### PROBLEM
Your output is to consist only of the line containing "Serialize what can" and the lines after it, through the end of the data, reproduced exactly.
──────── RECORDS SUPPLIED ────────
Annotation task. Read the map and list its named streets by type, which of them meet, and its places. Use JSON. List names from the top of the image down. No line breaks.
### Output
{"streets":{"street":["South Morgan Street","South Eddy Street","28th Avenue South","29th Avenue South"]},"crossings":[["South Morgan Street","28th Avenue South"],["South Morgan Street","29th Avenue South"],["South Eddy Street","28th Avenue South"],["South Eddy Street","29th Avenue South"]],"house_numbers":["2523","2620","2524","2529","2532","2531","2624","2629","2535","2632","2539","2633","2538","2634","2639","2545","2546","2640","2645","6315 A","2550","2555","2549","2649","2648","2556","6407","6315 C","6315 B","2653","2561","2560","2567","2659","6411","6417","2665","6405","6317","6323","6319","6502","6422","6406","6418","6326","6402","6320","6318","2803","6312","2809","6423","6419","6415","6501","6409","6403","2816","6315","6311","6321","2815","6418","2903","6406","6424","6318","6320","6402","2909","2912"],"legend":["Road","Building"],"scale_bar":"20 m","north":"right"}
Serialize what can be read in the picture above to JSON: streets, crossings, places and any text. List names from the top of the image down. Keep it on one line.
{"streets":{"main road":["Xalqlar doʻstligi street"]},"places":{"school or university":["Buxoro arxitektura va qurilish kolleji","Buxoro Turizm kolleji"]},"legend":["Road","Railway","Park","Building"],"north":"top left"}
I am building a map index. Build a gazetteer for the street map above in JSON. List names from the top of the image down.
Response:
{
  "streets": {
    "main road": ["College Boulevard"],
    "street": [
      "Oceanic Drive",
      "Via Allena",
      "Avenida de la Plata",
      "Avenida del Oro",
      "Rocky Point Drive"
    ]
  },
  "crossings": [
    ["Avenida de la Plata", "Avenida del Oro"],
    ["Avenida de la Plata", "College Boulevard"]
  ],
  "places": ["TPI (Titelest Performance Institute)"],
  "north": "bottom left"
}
────────
### ANSWER SPACE
Serialize what can be read in the picture above to JSON: streets, crossings, places and any text. List names from the top of the image down. Keep it on one line.
{"streets":{"main road":["Xalqlar doʻstligi street"]},"places":{"school or university":["Buxoro arxitektura va qurilish kolleji","Buxoro Turizm kolleji"]},"legend":["Road","Railway","Park","Building"],"north":"top left"}
I am building a map index. Build a gazetteer for the street map above in JSON. List names from the top of the image down.
Response:
{
  "streets": {
    "main road": ["College Boulevard"],
    "street": [
      "Oceanic Drive",
      "Via Allena",
      "Avenida de la Plata",
      "Avenida del Oro",
      "Rocky Point Drive"
    ]
  },
  "crossings": [
    ["Avenida de la Plata", "Avenida del Oro"],
    ["Avenida de la Plata", "College Boulevard"]
  ],
  "places": ["TPI (Titelest Performance Institute)"],
  "north": "bottom left"
}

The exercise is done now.